Records from a collection:
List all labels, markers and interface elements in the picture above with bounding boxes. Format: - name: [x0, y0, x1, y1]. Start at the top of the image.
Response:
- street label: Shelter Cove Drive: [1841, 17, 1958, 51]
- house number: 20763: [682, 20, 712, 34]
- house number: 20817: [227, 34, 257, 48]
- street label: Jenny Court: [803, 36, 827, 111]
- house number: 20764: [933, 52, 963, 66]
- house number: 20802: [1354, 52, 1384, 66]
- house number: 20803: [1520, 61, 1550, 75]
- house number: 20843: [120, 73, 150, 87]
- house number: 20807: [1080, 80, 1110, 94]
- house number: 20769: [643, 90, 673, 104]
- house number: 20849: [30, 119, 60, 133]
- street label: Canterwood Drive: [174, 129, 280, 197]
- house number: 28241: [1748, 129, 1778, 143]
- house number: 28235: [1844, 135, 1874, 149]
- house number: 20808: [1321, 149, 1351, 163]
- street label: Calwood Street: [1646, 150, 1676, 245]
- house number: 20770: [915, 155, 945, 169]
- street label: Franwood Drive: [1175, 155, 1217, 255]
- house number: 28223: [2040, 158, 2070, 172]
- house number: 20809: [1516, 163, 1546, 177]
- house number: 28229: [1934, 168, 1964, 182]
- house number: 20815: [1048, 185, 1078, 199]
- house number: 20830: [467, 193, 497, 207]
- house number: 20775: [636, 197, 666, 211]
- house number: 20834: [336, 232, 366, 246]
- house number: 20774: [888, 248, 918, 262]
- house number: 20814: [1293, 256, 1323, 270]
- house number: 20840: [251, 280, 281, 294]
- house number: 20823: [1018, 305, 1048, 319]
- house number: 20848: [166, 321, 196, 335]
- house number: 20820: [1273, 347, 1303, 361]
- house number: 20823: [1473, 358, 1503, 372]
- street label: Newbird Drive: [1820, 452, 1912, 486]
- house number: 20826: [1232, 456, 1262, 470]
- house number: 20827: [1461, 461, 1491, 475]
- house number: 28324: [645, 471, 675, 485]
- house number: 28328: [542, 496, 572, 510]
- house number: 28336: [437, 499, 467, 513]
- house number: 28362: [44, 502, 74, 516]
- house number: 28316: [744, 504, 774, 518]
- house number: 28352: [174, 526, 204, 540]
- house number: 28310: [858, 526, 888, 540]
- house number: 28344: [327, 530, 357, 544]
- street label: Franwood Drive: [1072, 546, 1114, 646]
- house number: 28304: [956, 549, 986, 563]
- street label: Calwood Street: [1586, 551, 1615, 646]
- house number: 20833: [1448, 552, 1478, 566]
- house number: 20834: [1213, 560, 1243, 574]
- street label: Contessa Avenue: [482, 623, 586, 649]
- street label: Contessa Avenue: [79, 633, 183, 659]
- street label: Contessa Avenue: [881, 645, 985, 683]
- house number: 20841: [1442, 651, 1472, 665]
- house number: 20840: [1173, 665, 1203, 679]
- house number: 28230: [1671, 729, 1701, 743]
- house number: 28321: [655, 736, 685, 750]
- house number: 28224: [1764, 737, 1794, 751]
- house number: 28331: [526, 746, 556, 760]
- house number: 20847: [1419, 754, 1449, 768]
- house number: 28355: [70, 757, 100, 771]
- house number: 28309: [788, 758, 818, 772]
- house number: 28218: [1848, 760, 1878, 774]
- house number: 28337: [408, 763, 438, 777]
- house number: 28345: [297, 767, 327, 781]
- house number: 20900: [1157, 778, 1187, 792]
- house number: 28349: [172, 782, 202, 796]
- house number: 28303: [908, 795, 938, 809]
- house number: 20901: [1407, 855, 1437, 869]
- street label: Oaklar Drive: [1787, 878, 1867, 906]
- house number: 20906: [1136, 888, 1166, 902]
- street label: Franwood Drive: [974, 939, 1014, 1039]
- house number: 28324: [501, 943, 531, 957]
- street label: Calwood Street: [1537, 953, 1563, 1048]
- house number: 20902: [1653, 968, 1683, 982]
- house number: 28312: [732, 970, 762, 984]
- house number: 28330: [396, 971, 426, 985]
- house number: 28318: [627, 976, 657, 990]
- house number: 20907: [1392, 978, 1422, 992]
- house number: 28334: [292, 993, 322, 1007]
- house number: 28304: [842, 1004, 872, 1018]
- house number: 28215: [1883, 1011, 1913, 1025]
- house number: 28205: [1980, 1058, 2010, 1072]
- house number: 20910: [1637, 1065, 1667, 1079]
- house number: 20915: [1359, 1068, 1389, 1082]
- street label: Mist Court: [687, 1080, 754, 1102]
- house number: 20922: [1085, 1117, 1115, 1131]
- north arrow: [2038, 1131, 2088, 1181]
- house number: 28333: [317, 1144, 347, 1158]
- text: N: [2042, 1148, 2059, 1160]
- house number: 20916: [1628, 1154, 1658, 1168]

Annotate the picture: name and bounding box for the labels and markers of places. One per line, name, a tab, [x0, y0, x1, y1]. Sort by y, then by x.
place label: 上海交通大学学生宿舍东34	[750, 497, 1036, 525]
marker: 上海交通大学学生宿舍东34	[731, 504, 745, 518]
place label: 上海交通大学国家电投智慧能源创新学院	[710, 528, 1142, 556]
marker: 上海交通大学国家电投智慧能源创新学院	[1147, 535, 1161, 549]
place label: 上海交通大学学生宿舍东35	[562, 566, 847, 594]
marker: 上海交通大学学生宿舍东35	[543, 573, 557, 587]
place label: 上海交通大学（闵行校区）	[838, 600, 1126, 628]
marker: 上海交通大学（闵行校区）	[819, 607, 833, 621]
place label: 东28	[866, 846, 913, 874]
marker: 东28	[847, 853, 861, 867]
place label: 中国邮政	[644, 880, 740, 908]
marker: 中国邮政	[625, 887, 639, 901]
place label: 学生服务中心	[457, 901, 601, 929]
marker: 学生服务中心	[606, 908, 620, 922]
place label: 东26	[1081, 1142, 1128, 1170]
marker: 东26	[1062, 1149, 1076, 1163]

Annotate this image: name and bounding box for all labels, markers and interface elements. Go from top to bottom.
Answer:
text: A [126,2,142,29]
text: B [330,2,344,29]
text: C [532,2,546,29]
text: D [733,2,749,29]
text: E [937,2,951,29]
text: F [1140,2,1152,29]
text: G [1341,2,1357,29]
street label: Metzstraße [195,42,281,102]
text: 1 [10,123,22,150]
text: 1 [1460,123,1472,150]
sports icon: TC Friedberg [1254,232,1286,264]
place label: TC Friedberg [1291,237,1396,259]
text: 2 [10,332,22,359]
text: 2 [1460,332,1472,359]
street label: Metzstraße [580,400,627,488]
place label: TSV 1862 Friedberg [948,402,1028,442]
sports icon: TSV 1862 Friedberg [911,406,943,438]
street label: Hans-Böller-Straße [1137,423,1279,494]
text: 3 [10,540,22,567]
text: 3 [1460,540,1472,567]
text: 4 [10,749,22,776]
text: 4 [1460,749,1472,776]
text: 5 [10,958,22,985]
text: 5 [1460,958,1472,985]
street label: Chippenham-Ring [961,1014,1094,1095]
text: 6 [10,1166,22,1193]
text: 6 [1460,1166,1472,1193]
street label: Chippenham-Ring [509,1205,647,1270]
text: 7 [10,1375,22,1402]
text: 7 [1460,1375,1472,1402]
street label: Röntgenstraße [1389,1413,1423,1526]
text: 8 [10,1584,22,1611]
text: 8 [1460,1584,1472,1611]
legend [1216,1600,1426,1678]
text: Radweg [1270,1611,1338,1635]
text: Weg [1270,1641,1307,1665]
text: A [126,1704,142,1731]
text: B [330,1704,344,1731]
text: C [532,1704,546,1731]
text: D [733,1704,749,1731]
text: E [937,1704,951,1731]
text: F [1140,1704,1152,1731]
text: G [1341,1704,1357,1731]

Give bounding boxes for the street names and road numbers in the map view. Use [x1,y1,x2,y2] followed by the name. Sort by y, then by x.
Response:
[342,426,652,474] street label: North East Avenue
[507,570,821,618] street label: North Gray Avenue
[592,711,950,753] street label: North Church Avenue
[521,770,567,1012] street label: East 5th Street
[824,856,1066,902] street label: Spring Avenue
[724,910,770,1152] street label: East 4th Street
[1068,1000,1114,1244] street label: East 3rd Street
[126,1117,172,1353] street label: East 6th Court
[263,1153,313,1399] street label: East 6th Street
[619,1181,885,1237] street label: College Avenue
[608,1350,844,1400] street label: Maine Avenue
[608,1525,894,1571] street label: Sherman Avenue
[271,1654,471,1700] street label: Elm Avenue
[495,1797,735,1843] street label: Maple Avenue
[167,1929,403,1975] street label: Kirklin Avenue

What you will do
Copy range, inclusive: the line holding "Annotate the picture: name" to the line holding "Annotate this image: name". Reproduce exactly those lines of the records above and no others.

Your response
Annotate the picture: name and bounding box for the labels and markers of places. One per line, name, a tab, [x0, y0, x1, y1]. Sort by y, then by x.
place label: 上海交通大学学生宿舍东34	[750, 497, 1036, 525]
marker: 上海交通大学学生宿舍东34	[731, 504, 745, 518]
place label: 上海交通大学国家电投智慧能源创新学院	[710, 528, 1142, 556]
marker: 上海交通大学国家电投智慧能源创新学院	[1147, 535, 1161, 549]
place label: 上海交通大学学生宿舍东35	[562, 566, 847, 594]
marker: 上海交通大学学生宿舍东35	[543, 573, 557, 587]
place label: 上海交通大学（闵行校区）	[838, 600, 1126, 628]
marker: 上海交通大学（闵行校区）	[819, 607, 833, 621]
place label: 东28	[866, 846, 913, 874]
marker: 东28	[847, 853, 861, 867]
place label: 中国邮政	[644, 880, 740, 908]
marker: 中国邮政	[625, 887, 639, 901]
place label: 学生服务中心	[457, 901, 601, 929]
marker: 学生服务中心	[606, 908, 620, 922]
place label: 东26	[1081, 1142, 1128, 1170]
marker: 东26	[1062, 1149, 1076, 1163]

Annotate this image: name and bounding box for all labels, markers and interface elements. Go from top to bottom.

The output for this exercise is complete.